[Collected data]
# # #

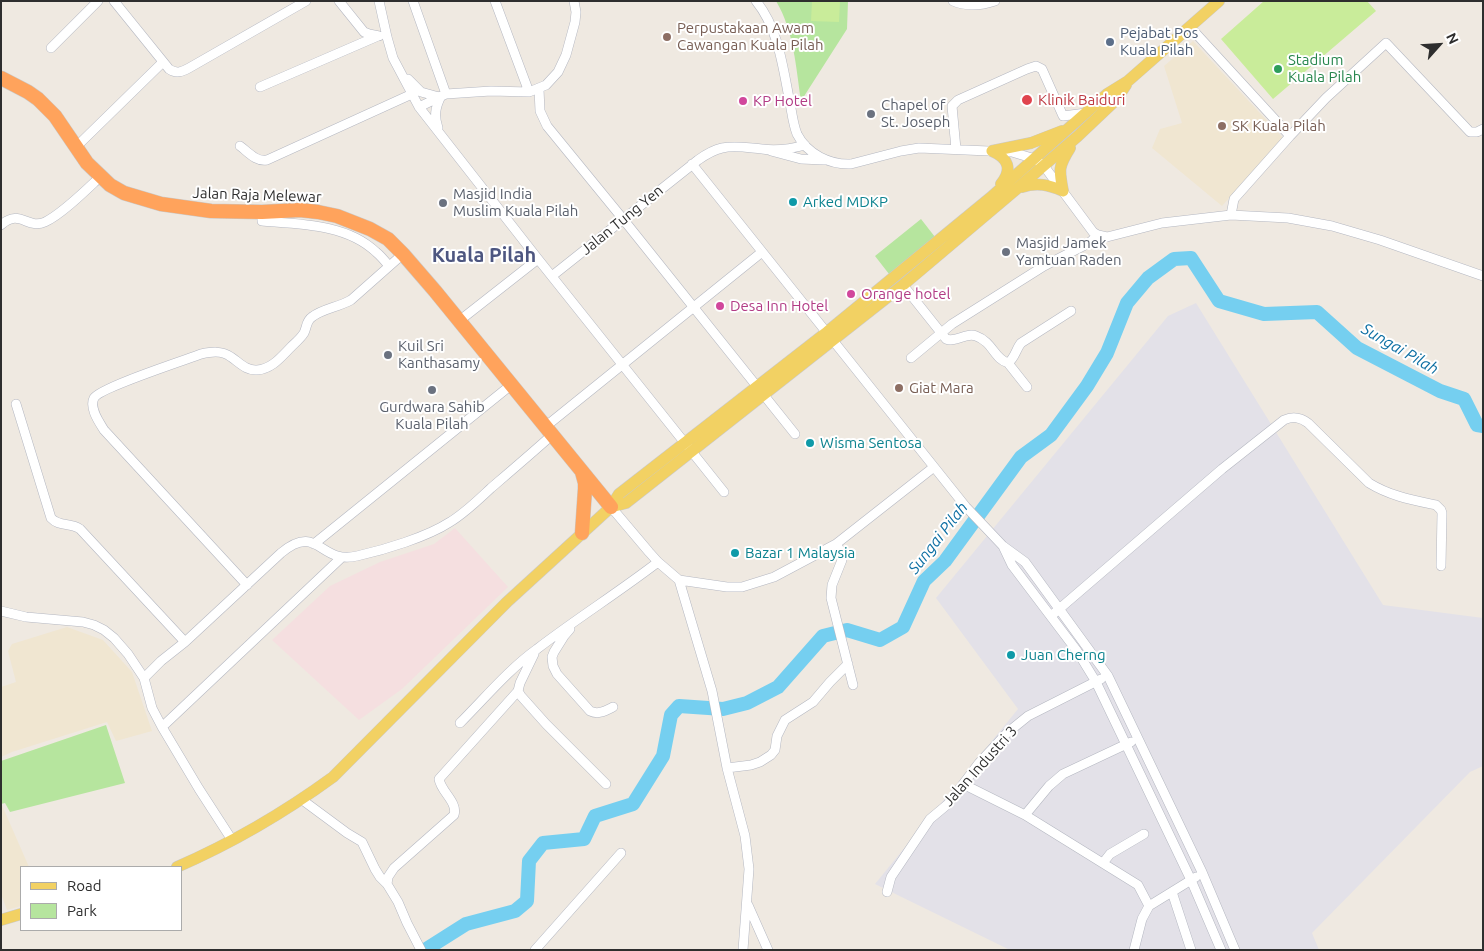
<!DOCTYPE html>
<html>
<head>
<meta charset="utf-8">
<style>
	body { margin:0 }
	#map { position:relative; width:1484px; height:951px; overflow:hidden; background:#efe9e1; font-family:Ubuntu,sans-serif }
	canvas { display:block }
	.frame { position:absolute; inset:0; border:2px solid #2e2e2e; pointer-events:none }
	.legend { position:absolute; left:20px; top:866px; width:162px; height:65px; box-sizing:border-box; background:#fff; border:1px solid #ababab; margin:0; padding:6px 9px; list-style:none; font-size:15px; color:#2e2e2e }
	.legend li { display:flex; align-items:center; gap:10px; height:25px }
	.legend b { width:25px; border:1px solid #ababab }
	.north { position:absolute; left:1414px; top:20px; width:50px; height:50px; -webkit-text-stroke:4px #fff; paint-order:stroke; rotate:64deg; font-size:14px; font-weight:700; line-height:20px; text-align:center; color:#2e2e2e }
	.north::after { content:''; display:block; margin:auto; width:18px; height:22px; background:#2e2e2e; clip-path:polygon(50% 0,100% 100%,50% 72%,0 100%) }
</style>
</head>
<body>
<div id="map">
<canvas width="1484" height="951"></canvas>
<div class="frame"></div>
<ul class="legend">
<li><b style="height:6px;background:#f2d163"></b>Road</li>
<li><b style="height:14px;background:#b6e59e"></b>Park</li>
</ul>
<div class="north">N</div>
</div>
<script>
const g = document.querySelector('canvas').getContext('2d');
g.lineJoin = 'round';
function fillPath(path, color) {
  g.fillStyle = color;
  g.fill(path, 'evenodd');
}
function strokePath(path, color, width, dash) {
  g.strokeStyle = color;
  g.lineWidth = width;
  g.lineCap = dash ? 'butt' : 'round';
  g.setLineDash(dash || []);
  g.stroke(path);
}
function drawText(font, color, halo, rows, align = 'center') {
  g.font = font + ' Ubuntu,sans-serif';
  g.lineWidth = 4;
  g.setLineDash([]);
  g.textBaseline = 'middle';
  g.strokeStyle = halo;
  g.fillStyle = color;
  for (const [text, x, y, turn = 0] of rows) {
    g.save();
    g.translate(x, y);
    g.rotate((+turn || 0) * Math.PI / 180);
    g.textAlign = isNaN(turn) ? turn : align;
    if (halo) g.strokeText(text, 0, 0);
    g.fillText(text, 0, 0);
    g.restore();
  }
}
fillPath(new Path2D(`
	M1196 303 1383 605 1483 618V766L1470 772 1312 933 1319 950H1010L875 884 1018 709 936 598 1168 316Z`), '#e3e1e8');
fillPath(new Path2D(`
	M1193 41 1283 138 1222 206 1152 148 1160 129 1182 123 1164 66Z
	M67 627 103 640 132 672 152 731 116 741 107 722 12 752 1 757V687L16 682 8 651 12 644Z
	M1 803 29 867H21V906L7 910 1 894Z`), '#f0e6d1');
fillPath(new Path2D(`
	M455 528 508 587 402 689 359 720 272 640 330 586 380 562 434 544Z`), '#f5dfe0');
fillPath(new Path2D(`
	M776 1H848L847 29 801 101C796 68 794 31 776 1Z
	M921 219 935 237 889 274 875 256Z
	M106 725 125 783 10 812 5 803 1 804V761Z`), '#b6e59e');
fillPath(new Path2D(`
	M812 1H840L839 22 811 21Z
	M1264 1H1367L1376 11 1273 99 1221 39Z`), '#c9ec9a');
strokePath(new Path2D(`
	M425 950 466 924 515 911 527 901 529 861 543 843 584 839 595 816 633 804 663 756 671 715 679 706 723 709 747 703 778 687 823 636 847 630 880 640 903 627 924 581 945 561 1021 457 1051 435 1087 386 1107 353 1127 303 1148 278 1174 259 1191 258 1219 301 1264 314 1317 312 1357 348 1440 391 1464 399 1477 425 1483 426`), '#75cff0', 14);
const minor = new Path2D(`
	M114 1 169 69C176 74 182 72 189 68L306 1
	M339 1 364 32 369 34 379 36
	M379 1 387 37 393 58 419 107 538 259 724 492
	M413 1 446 94
	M495 1 529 92
	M756 1C779 29 783 69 790 103 792 113 793 124 797 134 807 154 830 165 851 164L901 151 919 148 1012 152 1035 159 1044 166 1093 232 1098 235 1107 237 1162 223 1231 215 1288 218 1332 226 1380 240 1483 276
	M953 1C967 7 980 6 995 1
	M1190 27 1290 136
	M51 48 98 1
	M408 79 421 92 439 97
	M260 87 378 36
	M539 89 540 111 547 126 623 219 795 434
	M419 107 446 94 491 91 529 92 546 85 558 72 566 55 575 22 576 12 574 1
	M438 128C434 116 435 108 441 96
	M240 146C248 152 256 162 267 160L412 94
	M76 147 163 62
	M956 149 952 106 958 100 1027 69 1036 66 1042 69 1063 116 1086 113
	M771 151 801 159 824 160
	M692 164 966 507 1003 546 1025 562 1108 676 1202 872 1235 950
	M262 212V221C300 224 347 224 376 252 381 256 385 261 389 266
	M1231 215 1234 199 1290 136 1326 98 1386 43 1470 132H1477L1483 129
	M1 225C20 208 27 230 45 222 62 214 86 190 100 177
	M552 276 698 160C705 155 713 150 722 148 735 145 749 148 762 149 776 151 791 149 805 145
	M903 285 946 339C956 343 966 332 976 336 993 342 994 359 1008 363 1015 358 1016 349 1021 343L1071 311
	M459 321 538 259
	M911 358 952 324 1044 266 1089 243 1098 235
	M1008 363 1027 387
	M16 404 51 518C59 527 70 522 80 529L185 642
	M545 427 762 252
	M611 507 649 552 658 562 679 580 727 587H742L774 577 836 544 934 467
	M314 544 511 385
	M836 544 841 552 842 560 832 585 831 598 853 685
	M1003 546 1012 565 1077 651 1096 682 1191 880 1221 950
	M679 580 712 691 727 768 745 836 749 869 743 950
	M247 585 104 430C99 422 89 408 94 398 99 388 185 360 201 354 211 352 221 350 231 357 239 362 246 371 257 370 272 369 281 357 291 347 295 343 301 338 304 333 307 327 306 321 312 317 322 309 339 307 351 300L403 254
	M1 611 26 617 83 622 94 625 104 630 114 638 128 654 144 678 152 708 162 727 199 789 232 840
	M1051 616 1222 469 1284 420C1293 416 1300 417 1308 423L1369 483C1390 496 1412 500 1436 505L1441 510 1442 513 1441 566
	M570 629 564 636 554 652 552 657 553 666 557 674 590 711C598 715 605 711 613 707
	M534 654 520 683 518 691 521 696 546 724 606 784
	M144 678 161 661 185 642 281 553C319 522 319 565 357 556 384 550 427 537 450 522 465 513 478 500 491 488 512 470 532 453 552 435
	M460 723C485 698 508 670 537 649 576 619 619 592 658 562
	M162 727 341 558
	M727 768 751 765 760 762 771 755 775 750 777 736 785 720 813 702 830 682 848 664
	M963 784 1025 815 1138 885 1149 906
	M301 799 347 833 362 842 375 869 380 877 387 884
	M1025 815 1049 786 1063 774 1131 742
	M1103 863 1110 854 1144 834
	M887 892 891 877 930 819 948 804 979 763 1007 733 1028 716 1101 679
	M1172 892 1191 950
	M748 905 768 950
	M421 950 407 923 398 902 387 884 388 877 394 868 454 815C458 802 441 792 439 779L518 691
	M535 950 621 853
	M1134 950 1142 919 1149 906 1196 877`);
const major = new Path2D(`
	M992 151 1031 143 1062 131
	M992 151C1008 158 1013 169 1001 184
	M1022 187C1037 182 1049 185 1063 191
	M1063 191C1059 170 1058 167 1070 148
	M611 507 626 503 903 285 1019 187 1078 136 1116 100 1126 85
	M177 867C232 843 285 812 333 777L507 602 611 507 619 494 827 332 990 198 1107 94 1128 81 1219 1
	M1 920 21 914`);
const highway = new Path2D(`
	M1 78 28 92 38 99 55 116 87 163 110 185 124 193 161 204 211 211 262 212 300 210 318 212 337 216 370 229 388 239 403 254 435 291 611 507
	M582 472 585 483V489L582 533`);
strokePath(minor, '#b4b7c1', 10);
strokePath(major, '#c9c9c9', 12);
strokePath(highway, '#c9c9c9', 15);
strokePath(minor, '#fff', 9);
strokePath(major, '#f2d163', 11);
strokePath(highway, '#ffa35c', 14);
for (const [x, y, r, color] of [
	[667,37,5,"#8d6e63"],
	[1110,42,5,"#5c6f8a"],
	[1278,69,5,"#2e9e5b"],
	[1027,100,6,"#e0444e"],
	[743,101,5,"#d1479c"],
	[871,114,5,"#6b7280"],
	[1222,126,5,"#8d6e63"],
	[793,202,5,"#0f9aa8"],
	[443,203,5,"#6b7280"],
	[1006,252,5,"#6b7280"],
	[851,294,5,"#d1479c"],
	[720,306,5,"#d1479c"],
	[388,355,5,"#6b7280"],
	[899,388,5,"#8d6e63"],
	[432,390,5,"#6b7280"],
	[810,443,5,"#0f9aa8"],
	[735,553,5,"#0f9aa8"],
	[1011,655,5,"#0f9aa8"]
]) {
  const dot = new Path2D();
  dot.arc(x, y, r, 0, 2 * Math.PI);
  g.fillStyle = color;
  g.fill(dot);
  strokePath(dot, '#fff', 2);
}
drawText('15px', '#785e54', '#fff', [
	["Perpustakaan Awam",677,28],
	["Cawangan Kuala Pilah",677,45],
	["SK Kuala Pilah",1232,126],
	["Giat Mara",909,388]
], 'left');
drawText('15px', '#4e5e75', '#fff', [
	["Pejabat Pos",1120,33],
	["Kuala Pilah",1120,50]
], 'left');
drawText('15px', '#27864d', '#fff', [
	["Stadium",1288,60],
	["Kuala Pilah",1288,77]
], 'left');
drawText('15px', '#be3a42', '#fff', [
	["Klinik Baiduri",1038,100]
], 'left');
drawText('15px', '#b23c85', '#fff', [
	["KP Hotel",753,101],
	["Orange hotel",861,294],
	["Desa Inn Hotel",730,306]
], 'left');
drawText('15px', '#5b616d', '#fff', [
	["Chapel of",881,105],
	["St. Joseph",881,122],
	["Masjid India",453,194],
	["Muslim Kuala Pilah",453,211],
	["Masjid Jamek",1016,243],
	["Yamtuan Raden",1016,260],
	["Kuil Sri",398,346],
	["Kanthasamy",398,363],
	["Gurdwara Sahib",432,407,"center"],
	["Kuala Pilah",432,424,"center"]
], 'left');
drawText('15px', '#2e2e2e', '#fff', [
	["Jalan Raja Melewar",257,195,2],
	["Jalan Tung Yen",622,220,-39],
	["Jalan Industri 3",980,766,-48]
]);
drawText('15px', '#0d838f', '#fff', [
	["Arked MDKP",803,202],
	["Wisma Sentosa",820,443],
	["Bazar 1 Malaysia",745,553],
	["Juan Cherng",1021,655]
], 'left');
drawText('italic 16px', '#0d6fa3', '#fff', [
	["Sungai Pilah",1400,349,30],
	["Sungai Pilah",938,538,-52]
]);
drawText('bold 20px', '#4d5680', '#fff', [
	["Kuala Pilah",484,255]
]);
</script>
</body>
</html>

# # #

▶ [Task objective]:
Copy, from the data above, every line where the word "canvas" appears.

▶ [Exercise answer]:
	canvas { display:block }
<canvas width="1484" height="951"></canvas>
const g = document.querySelector('canvas').getContext('2d');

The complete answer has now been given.